--- START ---

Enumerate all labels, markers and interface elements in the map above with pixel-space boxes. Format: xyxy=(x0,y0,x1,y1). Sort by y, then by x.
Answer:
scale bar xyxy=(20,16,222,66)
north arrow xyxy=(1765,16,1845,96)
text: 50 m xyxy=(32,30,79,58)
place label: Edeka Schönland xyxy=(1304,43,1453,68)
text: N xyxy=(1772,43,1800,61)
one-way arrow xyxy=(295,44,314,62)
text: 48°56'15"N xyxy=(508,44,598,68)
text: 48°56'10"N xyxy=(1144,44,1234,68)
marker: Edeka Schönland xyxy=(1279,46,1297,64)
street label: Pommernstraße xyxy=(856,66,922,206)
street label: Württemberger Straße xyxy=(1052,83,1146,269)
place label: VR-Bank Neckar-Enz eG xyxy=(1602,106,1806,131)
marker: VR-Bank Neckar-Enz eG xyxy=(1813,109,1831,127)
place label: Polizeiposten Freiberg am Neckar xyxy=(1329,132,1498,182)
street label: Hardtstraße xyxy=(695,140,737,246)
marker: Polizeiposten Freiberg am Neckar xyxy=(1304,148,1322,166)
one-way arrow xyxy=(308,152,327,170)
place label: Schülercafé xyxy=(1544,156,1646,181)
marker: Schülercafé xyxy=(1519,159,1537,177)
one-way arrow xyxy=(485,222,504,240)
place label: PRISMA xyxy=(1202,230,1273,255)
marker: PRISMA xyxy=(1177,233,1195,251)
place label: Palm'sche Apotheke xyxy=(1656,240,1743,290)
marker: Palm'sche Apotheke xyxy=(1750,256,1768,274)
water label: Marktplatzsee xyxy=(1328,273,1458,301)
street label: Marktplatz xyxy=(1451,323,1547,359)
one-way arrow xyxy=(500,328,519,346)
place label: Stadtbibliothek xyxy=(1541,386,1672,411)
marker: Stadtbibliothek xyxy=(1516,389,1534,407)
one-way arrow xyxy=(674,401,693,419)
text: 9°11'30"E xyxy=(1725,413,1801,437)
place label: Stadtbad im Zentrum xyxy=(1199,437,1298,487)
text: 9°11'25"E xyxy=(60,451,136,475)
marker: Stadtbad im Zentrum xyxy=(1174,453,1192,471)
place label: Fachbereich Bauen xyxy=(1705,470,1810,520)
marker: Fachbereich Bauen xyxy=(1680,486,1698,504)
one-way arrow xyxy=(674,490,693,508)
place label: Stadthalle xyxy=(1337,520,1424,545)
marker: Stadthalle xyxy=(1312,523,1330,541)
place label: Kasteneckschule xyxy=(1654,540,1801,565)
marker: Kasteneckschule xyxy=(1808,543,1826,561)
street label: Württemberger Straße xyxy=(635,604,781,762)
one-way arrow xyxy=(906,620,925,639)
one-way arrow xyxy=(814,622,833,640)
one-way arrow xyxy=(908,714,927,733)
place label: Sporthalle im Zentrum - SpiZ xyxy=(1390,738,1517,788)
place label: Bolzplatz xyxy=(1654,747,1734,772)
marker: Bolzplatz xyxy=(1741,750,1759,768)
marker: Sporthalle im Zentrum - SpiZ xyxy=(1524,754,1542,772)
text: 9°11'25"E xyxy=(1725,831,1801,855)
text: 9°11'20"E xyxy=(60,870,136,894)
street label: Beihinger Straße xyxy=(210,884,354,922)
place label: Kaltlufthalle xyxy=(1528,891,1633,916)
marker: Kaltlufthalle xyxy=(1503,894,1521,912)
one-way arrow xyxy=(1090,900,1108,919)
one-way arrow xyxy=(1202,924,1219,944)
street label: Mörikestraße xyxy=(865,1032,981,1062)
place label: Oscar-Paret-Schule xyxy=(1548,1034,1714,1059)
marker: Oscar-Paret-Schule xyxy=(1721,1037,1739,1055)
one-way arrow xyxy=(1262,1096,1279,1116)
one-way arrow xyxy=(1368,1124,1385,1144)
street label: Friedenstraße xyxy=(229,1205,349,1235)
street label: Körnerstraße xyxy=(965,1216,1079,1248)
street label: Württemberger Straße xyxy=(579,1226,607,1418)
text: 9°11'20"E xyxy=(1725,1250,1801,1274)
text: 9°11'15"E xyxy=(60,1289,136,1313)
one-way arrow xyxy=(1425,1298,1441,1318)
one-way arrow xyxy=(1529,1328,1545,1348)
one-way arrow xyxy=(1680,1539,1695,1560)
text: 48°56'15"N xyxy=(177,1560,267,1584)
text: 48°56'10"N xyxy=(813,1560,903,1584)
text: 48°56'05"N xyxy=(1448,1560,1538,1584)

--- END ---

→ TASK GOAL: Pick from the records each line that contains the word "Oscar" and show it.

→ EXERCISE RESPONSE:
place label: Oscar-Paret-Schule xyxy=(1548,1034,1714,1059)
marker: Oscar-Paret-Schule xyxy=(1721,1037,1739,1055)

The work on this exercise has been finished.